# Importing modules

In [None]:
# In general, we will import whole modules, with an optional alias.
import numpy as np
import pandas as pd

# Then use functions by referencing the module.
print(np.sign(0))

# Although we can import specific functions.
#from numpy import sign

#print(sign(42)) # Useful when we use the same function many times (less typing).

### `import x` is preferred over `from x import y`

In [None]:
# What happens if someone defines a function with the same name?
def sign(number):
    zodiac = ['a', 'b', 'c']
    return zodiac[number]

print(sign(-2))

# NumPy arrays
Efficient matrix-like structures.
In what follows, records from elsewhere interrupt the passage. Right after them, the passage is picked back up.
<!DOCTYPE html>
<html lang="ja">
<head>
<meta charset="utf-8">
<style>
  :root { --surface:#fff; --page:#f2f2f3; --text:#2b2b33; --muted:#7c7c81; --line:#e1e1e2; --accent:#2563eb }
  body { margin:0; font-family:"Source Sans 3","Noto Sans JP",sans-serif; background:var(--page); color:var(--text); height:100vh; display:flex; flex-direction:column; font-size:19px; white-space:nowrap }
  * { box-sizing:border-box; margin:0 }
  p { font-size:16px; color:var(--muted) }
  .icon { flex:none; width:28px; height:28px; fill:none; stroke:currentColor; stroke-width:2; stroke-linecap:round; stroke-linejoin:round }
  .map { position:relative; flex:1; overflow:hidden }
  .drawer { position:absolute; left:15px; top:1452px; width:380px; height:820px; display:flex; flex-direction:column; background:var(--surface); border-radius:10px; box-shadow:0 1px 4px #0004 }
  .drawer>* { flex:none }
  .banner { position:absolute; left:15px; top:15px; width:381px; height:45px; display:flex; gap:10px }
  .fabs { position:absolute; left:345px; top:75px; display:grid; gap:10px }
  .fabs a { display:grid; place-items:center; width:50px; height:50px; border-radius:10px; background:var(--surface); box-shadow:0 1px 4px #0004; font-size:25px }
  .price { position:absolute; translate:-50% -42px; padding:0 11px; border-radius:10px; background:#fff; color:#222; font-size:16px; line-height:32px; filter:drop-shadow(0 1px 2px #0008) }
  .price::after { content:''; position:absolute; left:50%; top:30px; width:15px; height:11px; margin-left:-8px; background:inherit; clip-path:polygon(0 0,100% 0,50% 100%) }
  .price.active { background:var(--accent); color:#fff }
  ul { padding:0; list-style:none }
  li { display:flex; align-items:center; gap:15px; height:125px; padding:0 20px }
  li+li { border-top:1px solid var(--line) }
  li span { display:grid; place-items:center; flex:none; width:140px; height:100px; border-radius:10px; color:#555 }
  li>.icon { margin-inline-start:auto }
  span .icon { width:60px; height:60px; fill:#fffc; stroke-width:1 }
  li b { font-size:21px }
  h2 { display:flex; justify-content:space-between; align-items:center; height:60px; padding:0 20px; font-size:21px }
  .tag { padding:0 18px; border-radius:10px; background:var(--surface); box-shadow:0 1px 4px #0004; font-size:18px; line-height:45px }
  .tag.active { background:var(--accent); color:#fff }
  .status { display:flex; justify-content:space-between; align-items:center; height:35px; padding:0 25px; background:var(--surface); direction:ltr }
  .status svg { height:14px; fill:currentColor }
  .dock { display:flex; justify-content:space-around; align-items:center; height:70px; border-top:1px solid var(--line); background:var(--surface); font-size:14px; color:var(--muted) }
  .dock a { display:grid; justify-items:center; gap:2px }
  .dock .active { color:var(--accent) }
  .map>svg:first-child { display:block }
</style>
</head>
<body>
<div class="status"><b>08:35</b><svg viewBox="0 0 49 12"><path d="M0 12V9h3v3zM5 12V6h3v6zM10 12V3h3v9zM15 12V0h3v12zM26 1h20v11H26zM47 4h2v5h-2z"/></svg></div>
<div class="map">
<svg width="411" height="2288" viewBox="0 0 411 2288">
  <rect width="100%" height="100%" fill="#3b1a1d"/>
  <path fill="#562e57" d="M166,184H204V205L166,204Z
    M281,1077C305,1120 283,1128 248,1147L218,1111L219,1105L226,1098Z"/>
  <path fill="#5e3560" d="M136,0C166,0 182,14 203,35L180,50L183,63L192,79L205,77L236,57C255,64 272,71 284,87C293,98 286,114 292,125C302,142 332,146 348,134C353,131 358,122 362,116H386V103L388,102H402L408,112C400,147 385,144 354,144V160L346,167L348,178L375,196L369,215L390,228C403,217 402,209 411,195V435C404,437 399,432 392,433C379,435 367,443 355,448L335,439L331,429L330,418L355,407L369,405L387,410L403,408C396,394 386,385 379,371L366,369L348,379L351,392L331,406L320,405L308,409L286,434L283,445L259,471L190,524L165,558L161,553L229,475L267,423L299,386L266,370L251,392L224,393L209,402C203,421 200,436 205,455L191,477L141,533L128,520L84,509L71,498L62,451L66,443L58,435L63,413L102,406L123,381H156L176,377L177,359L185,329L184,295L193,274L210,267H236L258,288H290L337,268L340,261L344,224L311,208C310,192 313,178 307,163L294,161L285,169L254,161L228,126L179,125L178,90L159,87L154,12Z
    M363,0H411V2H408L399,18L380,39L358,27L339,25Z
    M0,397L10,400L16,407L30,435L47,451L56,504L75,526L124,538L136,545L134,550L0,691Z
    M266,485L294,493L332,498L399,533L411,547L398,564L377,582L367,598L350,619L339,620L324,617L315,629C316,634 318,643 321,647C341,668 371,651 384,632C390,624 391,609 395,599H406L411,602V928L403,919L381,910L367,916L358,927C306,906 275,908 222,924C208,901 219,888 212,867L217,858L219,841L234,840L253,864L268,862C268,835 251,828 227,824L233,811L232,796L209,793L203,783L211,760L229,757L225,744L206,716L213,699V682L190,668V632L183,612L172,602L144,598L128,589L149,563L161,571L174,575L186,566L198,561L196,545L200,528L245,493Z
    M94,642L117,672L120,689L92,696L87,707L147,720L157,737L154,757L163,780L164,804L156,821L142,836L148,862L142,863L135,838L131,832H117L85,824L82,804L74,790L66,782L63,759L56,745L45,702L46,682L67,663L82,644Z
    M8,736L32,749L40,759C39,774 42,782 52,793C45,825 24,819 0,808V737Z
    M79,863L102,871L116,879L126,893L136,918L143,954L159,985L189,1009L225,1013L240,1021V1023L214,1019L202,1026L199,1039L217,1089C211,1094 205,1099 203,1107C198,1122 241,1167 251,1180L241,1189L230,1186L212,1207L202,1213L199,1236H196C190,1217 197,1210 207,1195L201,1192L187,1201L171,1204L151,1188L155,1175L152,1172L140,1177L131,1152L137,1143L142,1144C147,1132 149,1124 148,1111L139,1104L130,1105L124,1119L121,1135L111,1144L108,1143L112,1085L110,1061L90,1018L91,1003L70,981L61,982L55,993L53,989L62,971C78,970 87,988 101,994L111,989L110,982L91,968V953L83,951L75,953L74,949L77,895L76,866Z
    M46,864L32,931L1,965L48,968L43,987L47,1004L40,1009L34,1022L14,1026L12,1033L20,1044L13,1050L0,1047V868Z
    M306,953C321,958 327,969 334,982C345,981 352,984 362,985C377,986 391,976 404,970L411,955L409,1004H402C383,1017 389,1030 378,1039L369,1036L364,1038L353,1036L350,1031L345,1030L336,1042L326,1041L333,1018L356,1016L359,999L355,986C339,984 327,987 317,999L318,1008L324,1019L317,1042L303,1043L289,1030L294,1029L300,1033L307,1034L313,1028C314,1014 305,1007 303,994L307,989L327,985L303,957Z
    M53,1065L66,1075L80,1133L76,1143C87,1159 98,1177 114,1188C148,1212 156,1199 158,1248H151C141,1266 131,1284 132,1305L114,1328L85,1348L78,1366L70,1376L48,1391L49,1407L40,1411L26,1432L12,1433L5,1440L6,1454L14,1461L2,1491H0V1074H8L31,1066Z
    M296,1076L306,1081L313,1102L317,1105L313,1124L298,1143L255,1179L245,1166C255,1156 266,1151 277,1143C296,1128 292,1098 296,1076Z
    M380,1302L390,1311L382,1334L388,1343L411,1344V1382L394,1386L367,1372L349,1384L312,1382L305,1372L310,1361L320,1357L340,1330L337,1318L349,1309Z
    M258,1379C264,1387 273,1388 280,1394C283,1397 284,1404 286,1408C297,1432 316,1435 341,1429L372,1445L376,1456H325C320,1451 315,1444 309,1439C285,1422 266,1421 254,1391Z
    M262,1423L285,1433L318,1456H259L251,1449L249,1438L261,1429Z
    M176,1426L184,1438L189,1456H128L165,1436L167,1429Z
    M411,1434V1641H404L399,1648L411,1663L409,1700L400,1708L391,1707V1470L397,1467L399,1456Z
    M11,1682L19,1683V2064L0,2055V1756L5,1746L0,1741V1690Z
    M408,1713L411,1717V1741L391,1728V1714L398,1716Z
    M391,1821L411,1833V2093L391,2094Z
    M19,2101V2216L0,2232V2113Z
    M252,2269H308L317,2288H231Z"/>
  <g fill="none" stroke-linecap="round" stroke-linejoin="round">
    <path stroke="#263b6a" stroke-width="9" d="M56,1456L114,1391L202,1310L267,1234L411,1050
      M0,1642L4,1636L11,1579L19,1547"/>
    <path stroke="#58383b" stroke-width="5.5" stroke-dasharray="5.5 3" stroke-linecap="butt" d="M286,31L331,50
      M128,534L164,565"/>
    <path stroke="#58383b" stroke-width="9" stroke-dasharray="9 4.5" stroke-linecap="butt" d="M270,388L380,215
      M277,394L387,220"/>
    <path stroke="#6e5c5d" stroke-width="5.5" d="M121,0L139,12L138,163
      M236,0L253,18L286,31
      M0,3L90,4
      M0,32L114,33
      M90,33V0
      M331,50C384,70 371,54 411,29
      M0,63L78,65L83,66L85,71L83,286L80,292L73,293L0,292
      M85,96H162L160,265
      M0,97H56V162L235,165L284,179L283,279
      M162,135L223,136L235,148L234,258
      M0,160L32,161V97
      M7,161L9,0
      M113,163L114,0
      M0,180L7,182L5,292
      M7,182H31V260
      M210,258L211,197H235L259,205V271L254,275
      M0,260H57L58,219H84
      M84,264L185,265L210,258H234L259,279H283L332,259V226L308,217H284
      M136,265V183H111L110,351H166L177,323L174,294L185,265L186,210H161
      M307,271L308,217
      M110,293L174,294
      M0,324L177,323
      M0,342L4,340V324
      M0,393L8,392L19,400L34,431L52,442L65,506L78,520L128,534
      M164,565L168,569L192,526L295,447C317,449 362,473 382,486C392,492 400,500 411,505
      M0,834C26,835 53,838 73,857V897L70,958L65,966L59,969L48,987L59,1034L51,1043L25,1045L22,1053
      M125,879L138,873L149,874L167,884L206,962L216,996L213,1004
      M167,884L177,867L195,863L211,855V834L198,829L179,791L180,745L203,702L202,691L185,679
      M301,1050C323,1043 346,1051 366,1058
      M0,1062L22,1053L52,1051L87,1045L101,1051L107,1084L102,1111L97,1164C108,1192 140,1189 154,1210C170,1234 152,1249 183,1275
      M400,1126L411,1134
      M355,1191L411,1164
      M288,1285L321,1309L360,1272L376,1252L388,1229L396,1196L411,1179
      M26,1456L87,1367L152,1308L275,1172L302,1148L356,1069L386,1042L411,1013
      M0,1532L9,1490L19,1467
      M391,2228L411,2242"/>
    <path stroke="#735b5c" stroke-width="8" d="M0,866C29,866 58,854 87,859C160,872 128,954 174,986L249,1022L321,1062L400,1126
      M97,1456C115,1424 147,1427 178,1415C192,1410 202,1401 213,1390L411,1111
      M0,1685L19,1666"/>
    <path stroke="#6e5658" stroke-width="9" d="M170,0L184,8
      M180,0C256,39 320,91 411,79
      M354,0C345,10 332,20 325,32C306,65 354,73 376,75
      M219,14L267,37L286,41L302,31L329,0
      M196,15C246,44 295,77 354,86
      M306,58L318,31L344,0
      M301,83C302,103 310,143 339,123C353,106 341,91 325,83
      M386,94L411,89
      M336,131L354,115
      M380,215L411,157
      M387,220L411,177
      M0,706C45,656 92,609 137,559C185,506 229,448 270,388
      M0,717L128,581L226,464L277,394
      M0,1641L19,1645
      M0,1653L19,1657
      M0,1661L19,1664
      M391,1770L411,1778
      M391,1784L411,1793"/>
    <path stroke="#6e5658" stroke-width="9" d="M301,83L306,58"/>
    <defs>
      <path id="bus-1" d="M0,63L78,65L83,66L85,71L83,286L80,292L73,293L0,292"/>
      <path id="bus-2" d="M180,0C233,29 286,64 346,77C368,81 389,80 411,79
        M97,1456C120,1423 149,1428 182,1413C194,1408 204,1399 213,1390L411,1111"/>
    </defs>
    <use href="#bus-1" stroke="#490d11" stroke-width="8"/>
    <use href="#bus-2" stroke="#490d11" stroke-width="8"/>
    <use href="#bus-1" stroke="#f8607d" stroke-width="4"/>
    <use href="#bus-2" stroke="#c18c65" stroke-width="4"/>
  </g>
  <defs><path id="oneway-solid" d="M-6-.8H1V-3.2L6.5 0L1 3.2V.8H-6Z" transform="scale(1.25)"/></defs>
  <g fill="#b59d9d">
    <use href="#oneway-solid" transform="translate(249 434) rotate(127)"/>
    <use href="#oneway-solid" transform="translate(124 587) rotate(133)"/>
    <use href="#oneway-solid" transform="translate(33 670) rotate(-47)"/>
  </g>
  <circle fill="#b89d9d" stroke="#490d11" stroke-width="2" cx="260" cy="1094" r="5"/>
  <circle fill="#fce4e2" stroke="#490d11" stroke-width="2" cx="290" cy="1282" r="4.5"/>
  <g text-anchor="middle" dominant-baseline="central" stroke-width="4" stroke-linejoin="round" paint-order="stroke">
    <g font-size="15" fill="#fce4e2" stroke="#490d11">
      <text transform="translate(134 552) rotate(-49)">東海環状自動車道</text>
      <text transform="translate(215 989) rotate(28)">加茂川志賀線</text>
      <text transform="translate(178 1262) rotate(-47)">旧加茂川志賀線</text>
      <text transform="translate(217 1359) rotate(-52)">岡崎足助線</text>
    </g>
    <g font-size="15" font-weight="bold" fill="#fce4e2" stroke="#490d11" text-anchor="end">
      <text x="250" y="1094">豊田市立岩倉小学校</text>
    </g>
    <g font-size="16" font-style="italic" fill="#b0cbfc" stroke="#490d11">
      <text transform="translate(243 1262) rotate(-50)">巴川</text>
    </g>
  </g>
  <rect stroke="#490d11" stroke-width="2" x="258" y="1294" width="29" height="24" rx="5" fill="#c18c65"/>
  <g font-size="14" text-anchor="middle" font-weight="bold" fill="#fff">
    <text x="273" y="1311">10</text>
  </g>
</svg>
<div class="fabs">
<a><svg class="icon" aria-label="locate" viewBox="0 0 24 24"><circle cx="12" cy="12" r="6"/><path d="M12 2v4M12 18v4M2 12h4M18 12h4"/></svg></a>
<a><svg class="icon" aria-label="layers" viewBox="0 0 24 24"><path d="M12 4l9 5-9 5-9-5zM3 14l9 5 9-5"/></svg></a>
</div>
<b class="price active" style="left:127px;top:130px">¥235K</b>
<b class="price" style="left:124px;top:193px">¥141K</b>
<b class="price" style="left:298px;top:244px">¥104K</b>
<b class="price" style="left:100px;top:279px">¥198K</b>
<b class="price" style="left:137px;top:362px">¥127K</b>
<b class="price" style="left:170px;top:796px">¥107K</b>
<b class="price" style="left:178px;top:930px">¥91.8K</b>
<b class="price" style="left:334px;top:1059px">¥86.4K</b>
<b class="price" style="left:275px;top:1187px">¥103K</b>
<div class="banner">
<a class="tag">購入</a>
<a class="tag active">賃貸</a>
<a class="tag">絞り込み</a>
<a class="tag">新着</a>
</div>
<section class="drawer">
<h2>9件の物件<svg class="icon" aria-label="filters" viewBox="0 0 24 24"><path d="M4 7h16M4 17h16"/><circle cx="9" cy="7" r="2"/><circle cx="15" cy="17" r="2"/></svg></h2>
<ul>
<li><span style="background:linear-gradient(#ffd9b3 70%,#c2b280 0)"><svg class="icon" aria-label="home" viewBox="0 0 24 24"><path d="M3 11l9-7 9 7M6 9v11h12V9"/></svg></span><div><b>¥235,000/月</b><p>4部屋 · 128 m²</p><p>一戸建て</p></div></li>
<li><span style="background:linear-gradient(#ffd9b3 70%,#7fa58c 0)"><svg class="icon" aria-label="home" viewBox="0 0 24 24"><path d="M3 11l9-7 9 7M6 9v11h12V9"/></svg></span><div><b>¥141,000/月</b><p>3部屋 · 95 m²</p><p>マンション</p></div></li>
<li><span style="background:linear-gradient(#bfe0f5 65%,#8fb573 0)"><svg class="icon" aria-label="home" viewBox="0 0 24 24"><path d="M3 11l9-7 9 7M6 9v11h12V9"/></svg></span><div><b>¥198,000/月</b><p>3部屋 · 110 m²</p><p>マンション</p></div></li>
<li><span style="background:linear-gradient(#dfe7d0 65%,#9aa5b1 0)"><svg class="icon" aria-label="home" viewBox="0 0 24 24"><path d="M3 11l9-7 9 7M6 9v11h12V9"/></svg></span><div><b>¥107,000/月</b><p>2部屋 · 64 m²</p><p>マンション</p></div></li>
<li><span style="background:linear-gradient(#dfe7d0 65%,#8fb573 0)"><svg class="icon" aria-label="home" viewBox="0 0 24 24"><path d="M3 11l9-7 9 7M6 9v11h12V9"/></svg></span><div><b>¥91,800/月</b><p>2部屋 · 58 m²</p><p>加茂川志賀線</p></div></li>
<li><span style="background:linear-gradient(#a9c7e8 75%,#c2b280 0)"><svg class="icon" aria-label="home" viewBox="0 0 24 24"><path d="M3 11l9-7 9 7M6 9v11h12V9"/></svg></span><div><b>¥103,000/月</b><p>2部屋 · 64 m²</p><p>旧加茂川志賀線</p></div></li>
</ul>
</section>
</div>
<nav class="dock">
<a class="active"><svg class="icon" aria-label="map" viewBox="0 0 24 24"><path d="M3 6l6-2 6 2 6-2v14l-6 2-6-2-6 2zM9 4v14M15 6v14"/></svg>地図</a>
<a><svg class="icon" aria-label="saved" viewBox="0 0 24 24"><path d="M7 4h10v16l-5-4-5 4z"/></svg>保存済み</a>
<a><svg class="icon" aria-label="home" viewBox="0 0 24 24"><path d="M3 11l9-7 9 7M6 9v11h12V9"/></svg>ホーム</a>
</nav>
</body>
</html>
Contain a single data type.

In [None]:
n = 5
mean_weight = 70 # kg
mean_height = 1.70 # m
sd_weight = 10
sd_height = 0.15

weights = np.random.randn(n) * sd_weight + mean_weight
heights = np.random.randn(n) * sd_height + mean_height

bmis = weights / heights**2

print('Weights:', np.round(weights))
print('Heights:', np.round(heights, 2))
print('BMIs:', np.round(bmis, 1))

## 2D arrays

In [None]:
data = np.array([weights, heights, bmis])
print(data)

In [None]:
data.shape # That's an attribute, just the name for a variable inside an object.

In [None]:
# Selecting values.

# data[row, column]
print(data[0, 3]) # Weight of the fourth patient.
print(data[1, 0]) # Height of the fisrt patient.
print(data[2, 1]) # BMI of the second patient.
print(data[:, :3]) # All data from the first three patients.

print(data[0, :]) # First row.
print(data[:, 0]) # First column.

data[0, :] == data[0] # Rows can be selected with simplified notation.

In [None]:
# Slicing as views, not as copies.
sub = data[:, :3]
data[0, 0] = 1
print(sub)

# But doesn't happen with single entrie.
sub = data[0, 0]
data[0, 0] = 2
print(sub)

In [None]:
# Looping over values, by row.
for value in np.nditer(data[:, :3]):
    print(value)

# Pandas DataFrames
Data is usually organized with **variables in columns** and **observations in rows**. A pandas **DataFrame** can store different data types.

In [None]:
# We can create a DataFrame from a dict.
people_dict = {
    'name': ['Alice', 'Bob', 'Carol'],
    'fav_breakfast': ['spam', 'eggs', 'ice cream'],
    'age': [24, 35, 46],
    'knows_python': [True, True, False]
}

people_df = pd.DataFrame(people_dict)
people_df

In [None]:
# From a nested list.
people_list = [
    ['Alice', 'spam', 24, True],
    ['Bob', 'eggs', 35, True],
    ['Carol', 'ice cream', 46, False]
]

people_df = pd.DataFrame(people_list, columns = ['name', 'fav_breakfast', 'age', 'knows_python'])
people_df

In [None]:
# And from a NumPy array, with a single data type.
people_np = np.array(people_list)
print(people_np)
pd.DataFrame(people_np, columns = ['name', 'fav_breakfast', 'age', 'knows_python'])

In [None]:
# And from a csv (comma-separated values) file.
social = pd.read_csv('"January 3-10, 2018 - Core Trends Survey - CSV.csv"')

### Interlude: Solving the _print_ vs _return_ confusion, or
## _To print or not to print?_

In [None]:
print(social)
social

## Slicing DataFrames
- [ ]
- .loc
- .iloc

In [None]:
print(social.pial11)
print(social['pial11'])
type(social['pial11'])

In [None]:
#print(social.pial11ao@)
print(social['pial11ao@'])

column = 'pial11ao@'
social[column]

In [None]:
print(social[['pial11', 'pial11ao@']])
print(type(social[['pial11', 'pial11ao@']]))

#print(social[['pial11']])
#print(type(social[['pial11']]))

In [None]:
social[0:5]

## Filtering DataFrames

In [None]:
social[social.age < 35]

In [None]:
pd.DataFrame({'age': social.age,
              'bool_age': social.age < 35})

# NumPy functions

In [None]:
print(np.mean(social.age))
print(np.median(social.age))
print(np.corrcoef(social.age, social.books1)) # Age vs number of books read.